Task to carry out: Report every line of the material that contains the string "PALAIS".

Extracted entries:
-- -- --

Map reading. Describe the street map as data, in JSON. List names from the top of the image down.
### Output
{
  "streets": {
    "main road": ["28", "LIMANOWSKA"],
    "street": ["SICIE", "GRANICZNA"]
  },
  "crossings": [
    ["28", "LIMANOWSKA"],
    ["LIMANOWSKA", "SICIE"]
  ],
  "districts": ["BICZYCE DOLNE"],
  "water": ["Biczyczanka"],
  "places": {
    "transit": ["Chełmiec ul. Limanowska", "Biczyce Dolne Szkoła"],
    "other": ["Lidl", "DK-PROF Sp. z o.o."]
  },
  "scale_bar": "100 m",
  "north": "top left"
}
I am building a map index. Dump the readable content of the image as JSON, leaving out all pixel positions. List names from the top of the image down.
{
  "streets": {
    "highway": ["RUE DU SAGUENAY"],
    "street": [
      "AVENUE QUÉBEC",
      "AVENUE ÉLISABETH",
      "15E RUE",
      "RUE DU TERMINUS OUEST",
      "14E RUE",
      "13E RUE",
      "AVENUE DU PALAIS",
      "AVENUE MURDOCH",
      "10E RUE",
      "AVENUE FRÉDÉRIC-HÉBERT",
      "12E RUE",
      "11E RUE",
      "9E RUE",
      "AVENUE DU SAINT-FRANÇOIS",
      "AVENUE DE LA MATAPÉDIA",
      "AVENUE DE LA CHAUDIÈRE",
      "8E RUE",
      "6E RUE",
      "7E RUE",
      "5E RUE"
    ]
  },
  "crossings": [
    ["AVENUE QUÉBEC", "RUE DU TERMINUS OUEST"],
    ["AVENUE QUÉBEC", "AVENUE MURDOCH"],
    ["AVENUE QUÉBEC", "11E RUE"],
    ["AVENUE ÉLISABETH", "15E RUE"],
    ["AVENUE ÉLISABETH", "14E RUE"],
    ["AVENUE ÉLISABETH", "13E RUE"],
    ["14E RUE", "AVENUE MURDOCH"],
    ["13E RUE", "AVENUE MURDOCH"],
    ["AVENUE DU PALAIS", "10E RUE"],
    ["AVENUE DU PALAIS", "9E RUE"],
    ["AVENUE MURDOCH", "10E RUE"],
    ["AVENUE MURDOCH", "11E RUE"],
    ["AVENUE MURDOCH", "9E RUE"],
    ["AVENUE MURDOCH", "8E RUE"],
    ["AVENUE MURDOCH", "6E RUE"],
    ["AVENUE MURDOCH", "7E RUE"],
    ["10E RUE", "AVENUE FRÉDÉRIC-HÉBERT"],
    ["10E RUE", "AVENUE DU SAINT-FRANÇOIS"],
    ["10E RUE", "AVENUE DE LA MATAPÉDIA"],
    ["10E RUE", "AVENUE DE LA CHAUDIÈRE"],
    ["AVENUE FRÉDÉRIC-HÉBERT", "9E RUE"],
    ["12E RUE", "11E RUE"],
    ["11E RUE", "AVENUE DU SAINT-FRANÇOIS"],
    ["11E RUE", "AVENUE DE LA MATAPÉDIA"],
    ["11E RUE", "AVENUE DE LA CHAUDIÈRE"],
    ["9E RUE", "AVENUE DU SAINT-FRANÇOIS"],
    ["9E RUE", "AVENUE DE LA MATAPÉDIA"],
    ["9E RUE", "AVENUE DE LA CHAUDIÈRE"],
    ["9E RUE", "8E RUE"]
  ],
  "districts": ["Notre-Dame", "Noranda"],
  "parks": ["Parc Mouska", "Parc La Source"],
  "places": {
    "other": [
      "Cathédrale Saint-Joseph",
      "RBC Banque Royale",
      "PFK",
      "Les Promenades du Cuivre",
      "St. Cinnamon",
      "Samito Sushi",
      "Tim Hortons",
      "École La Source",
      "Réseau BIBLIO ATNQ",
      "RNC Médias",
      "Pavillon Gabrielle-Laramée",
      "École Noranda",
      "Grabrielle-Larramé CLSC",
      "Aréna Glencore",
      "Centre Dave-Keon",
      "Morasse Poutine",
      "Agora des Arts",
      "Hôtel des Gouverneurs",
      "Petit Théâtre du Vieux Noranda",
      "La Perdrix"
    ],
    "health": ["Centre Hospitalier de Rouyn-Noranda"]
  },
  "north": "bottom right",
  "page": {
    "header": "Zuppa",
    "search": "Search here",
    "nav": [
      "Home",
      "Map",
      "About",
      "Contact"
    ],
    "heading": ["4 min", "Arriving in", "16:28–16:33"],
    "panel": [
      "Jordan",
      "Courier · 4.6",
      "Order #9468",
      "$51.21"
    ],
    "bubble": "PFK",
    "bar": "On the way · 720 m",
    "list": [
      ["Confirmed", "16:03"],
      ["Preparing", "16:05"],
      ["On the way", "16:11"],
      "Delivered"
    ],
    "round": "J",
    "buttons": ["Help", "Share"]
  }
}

-- -- --

Response box:
      "AVENUE DU PALAIS",
    ["AVENUE DU PALAIS", "10E RUE"],
    ["AVENUE DU PALAIS", "9E RUE"],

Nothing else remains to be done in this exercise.